Safari’s standard font
The first option of the Appearance preferences is setting of the “Standard Font”. By default, it is set to Times 16. You are free to change this to anything you like. In most cases, you will be best serves to leave this setting as it is.
“Times” refers to the name of the font, and “16″ refers to the size. This should not be confused with the font being 16 times larger.
When a developer makes a website, it is designed around a browsers default settings. Safari’s default of Times 16 is taken into consideration when the developer is building the site.
If you make this larger or small, all websites will be shown either larger or smaller in regards to the fonts. This can wreak havoc on sites that have strict design structures. At times, it can even make a site more difficult to navigate, as the larger fonts can push graphics elements off the page.
If you are burdened with a vision impairment of some form, I would go against my recommendation of leaving the setting as is. People with vision disabilities should do whatever it takes to make their internet experiences as comfortable as possible.
Safari’s fixed width font
In the same area is a setting to control Safari’s fixed width font settings. This has the same effect on fonts as the standard font setting with one exception. It only affects a certain type of font. A fixed width font is one in which the width of every character is identical to that of another character. For example, a skinny letter “i” will take up the same width as a fat letter “m”. I am again recommending this setting be left alone, unless you have a specific need to change it.

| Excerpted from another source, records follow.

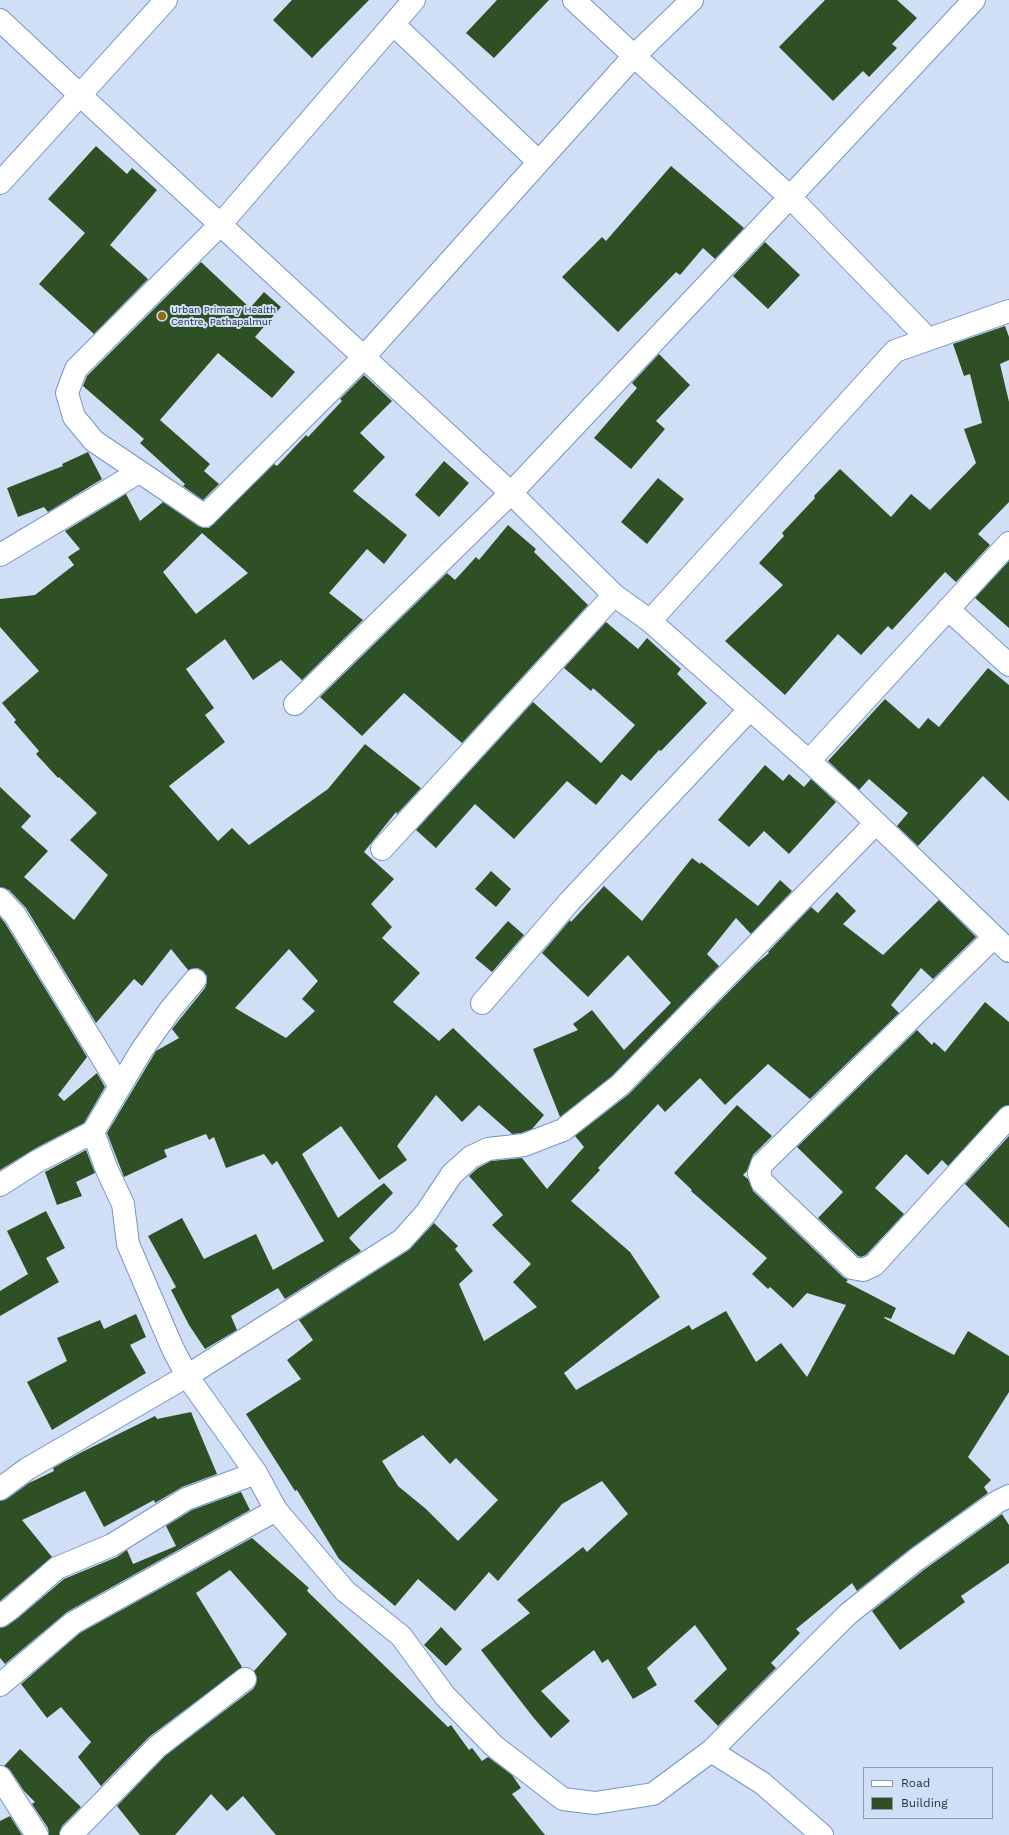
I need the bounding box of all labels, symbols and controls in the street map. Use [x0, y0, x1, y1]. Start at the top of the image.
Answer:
place label: Urban Primary Health Centre, Pathapalmur [171, 304, 276, 328]
marker: Urban Primary Health Centre, Pathapalmur [156, 310, 168, 322]
legend [863, 1767, 993, 1819]
text: Road [901, 1776, 930, 1790]
text: Building [901, 1796, 948, 1810]

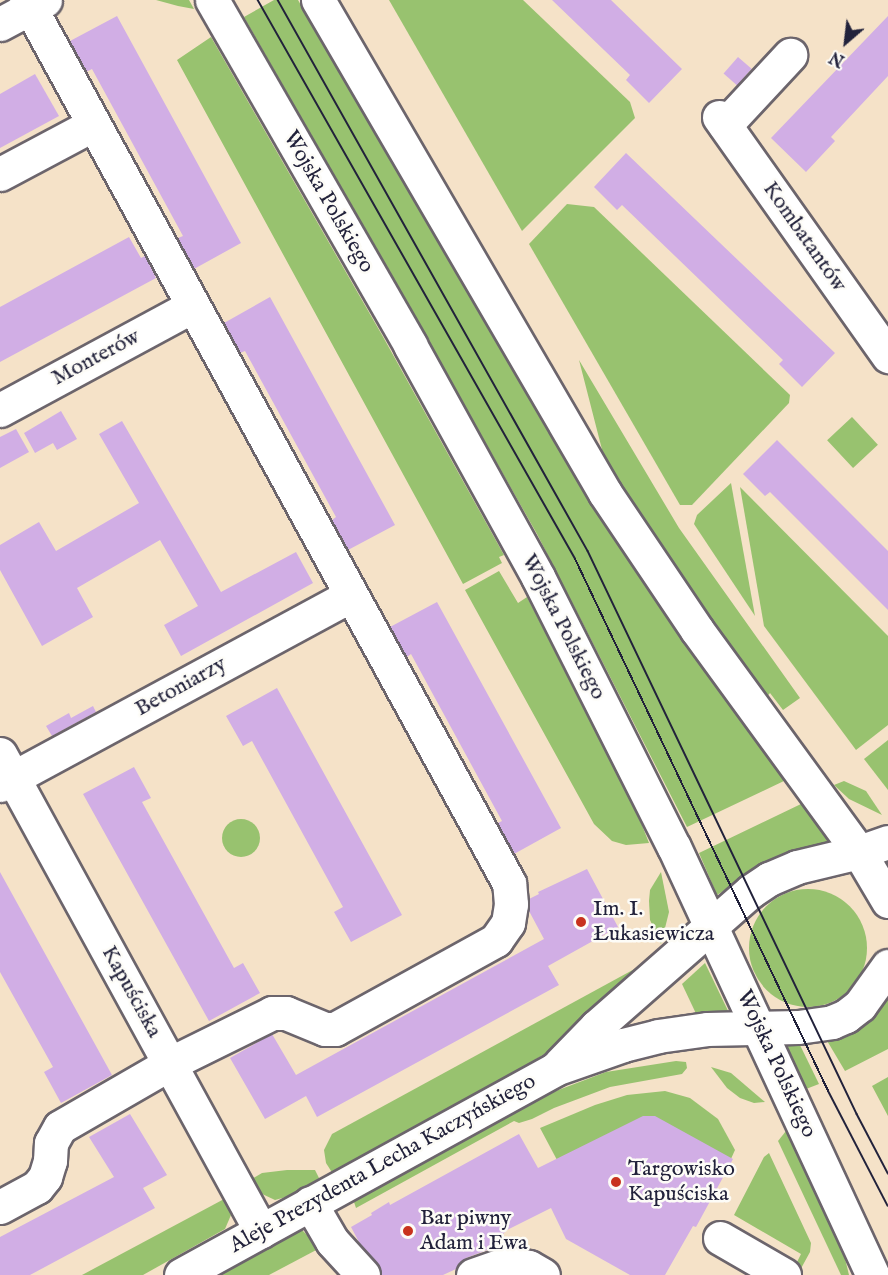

Display images when page opens
In the past, people have written in and asked how they can speed up their browser when they are on a slow internet connection. This setting is one such way. Un-checking the “Display images when page opens” will disable all images from loading.
In general, a page will load much faster with this setting off. If a site only has superfluous images, and they are of no use to understanding the content, you can turn this setting off.
The trouble with this setting is it is indeed valuable, but the difficulty in accessing it makes it near worthless to use. There are many sites I would not mind reading without images. The downside is it takes longer to visit the setting and locate it in the preferences than it does for me to sit patiently and wait for the website to load. Worse, when I want to turn it back on again, I have to repeat the same steps. Time wasted if you ask me.
Safari character encoding
The last preference in regards to Safari’s appearance has to do with character encoding. If you read English text, this should be left alone, and set to “Western (ISO Latin 1)”. If you read in a foreign language, set the character encoding to what is most logical.
Keep in mind; this is a default character encoding. Websites can and do over-ride this setting and force the encoding they feel is most appropriate for the language the site is written in.
The Safari Appearance preferences are pretty mundane and simple. In most cases you should leave them as they are. I wanted to point them out as there are people with disabilities, and it is important they are not treated like second-class citizens. Everyone gets old, everyone’s eyes wear out to some degree, and the Appearance settings may help you tolerate this inevitable problem.
Hi,
I just thought it would be perhaps worth spelling out that where the Standard font is shown as “Times 16″, “Times” refers to the name of the font and “16″ is the sizes of it.
As opposed to the possible mis-interpretation that the font is “16 times” bigger.
Cheers,
Ian
@IanF, yes, that could be confusing. To me, I would think the fact that the word “Times” was in the font face Times as well, would be the give away. That is exactly the line of thinking I want to avoid, you raise a great point, we made an edit to reflect that.
Sometimes we all get tunnel vision, thanks again.
Comment by Scott Haneda 02.29.08 @ 7:00 amI have found the Skia font to be a very good one for Safari. Much easier on the eyes than Times.
Comment by Joseph 03.01.08 @ 1:10 pm@Scott Haneda”If you read English text, this should be left alone, and set to “Western (ISO Latin 1)”.”
If I set Safari to the above setting, punctuation does not display properly. I find I have to use Unicode (UTF-8). Not sure why.